● **PROBLEM**: Everything in the data must be repeated exactly, apart from the pictures, which are left out.

● **DATA LISTING**:
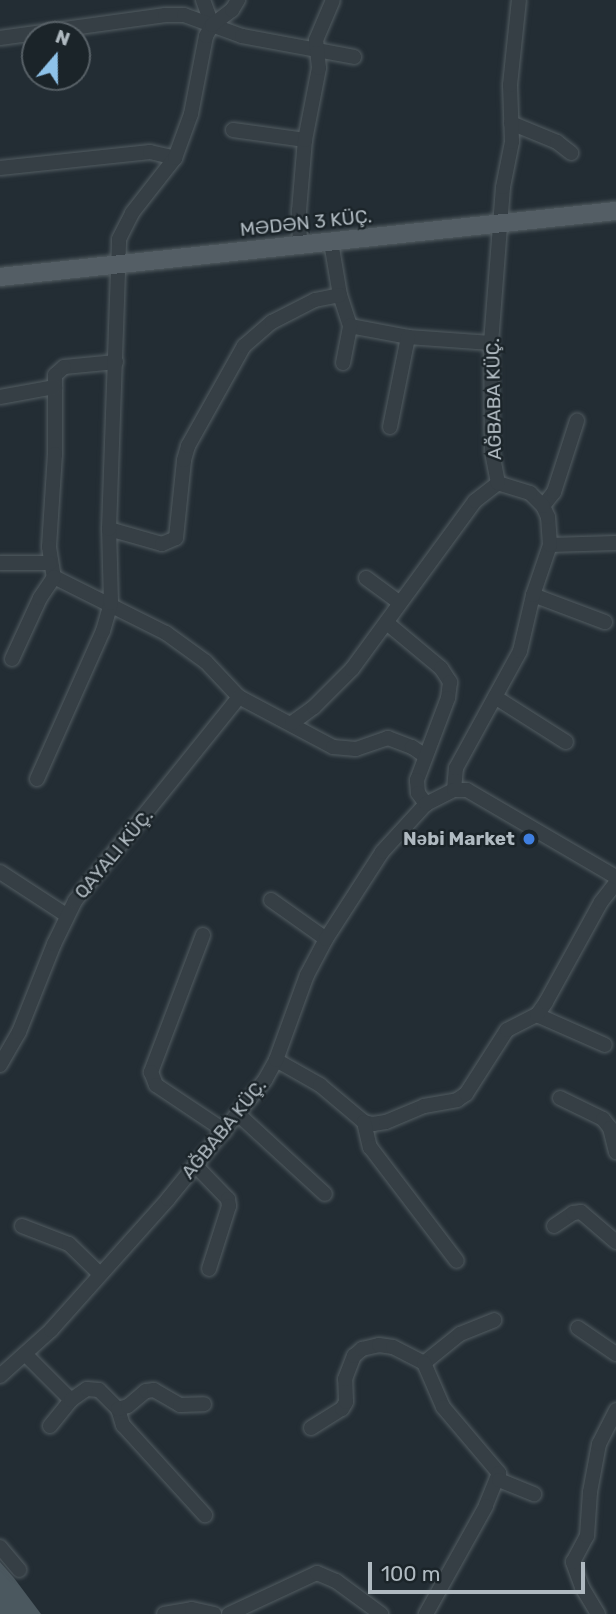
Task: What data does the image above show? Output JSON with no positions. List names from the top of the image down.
{
  "streets": {
    "main road": ["MƏDƏN 3 KÜÇ."],
    "street": ["AĞBABA KÜÇ."]
  },
  "crossings": [
    ["MƏDƏN 3 KÜÇ.", "AĞBABA KÜÇ."]
  ],
  "places": ["Nəbi Market"],
  "scale_bar": "100 m",
  "north": "top"
}
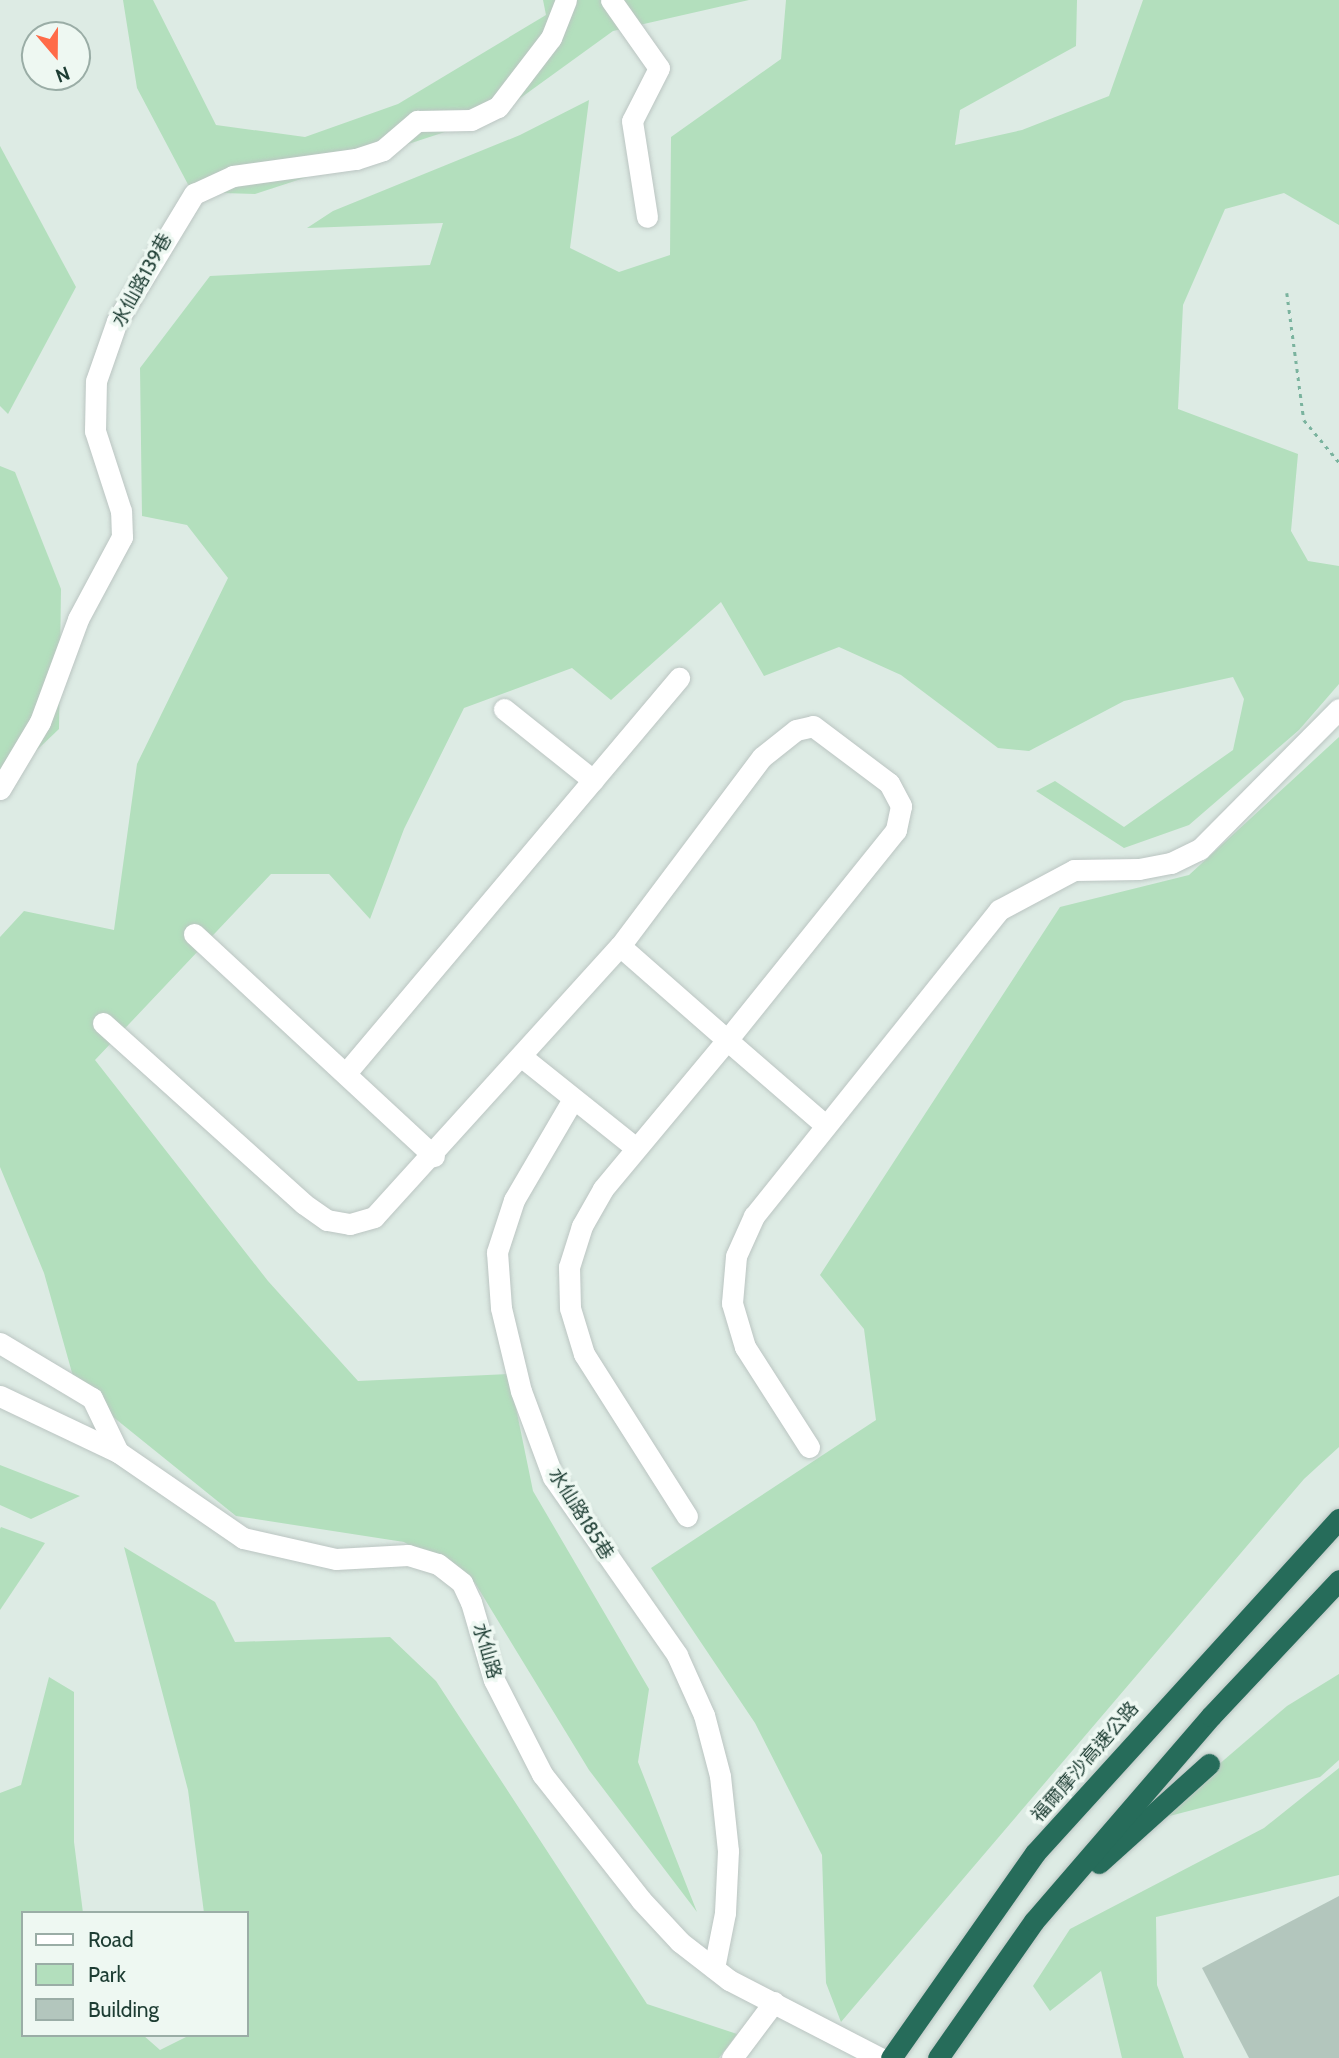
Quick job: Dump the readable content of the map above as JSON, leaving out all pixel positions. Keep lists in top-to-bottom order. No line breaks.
{"streets":{"highway":["福爾摩沙高速公路"],"street":["水仙路139巷","水仙路185巷","水仙路"]},"crossings":[["水仙路185巷","水仙路"]],"legend":["Road","Park","Building"],"north":"bottom"}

● **COMPLETED TASK**:
Task: What data does the image above show? Output JSON with no positions. List names from the top of the image down.
{
  "streets": {
    "main road": ["MƏDƏN 3 KÜÇ."],
    "street": ["AĞBABA KÜÇ."]
  },
  "crossings": [
    ["MƏDƏN 3 KÜÇ.", "AĞBABA KÜÇ."]
  ],
  "places": ["Nəbi Market"],
  "scale_bar": "100 m",
  "north": "top"
}
Quick job: Dump the readable content of the map above as JSON, leaving out all pixel positions. Keep lists in top-to-bottom order. No line breaks.
{"streets":{"highway":["福爾摩沙高速公路"],"street":["水仙路139巷","水仙路185巷","水仙路"]},"crossings":[["水仙路185巷","水仙路"]],"legend":["Road","Park","Building"],"north":"bottom"}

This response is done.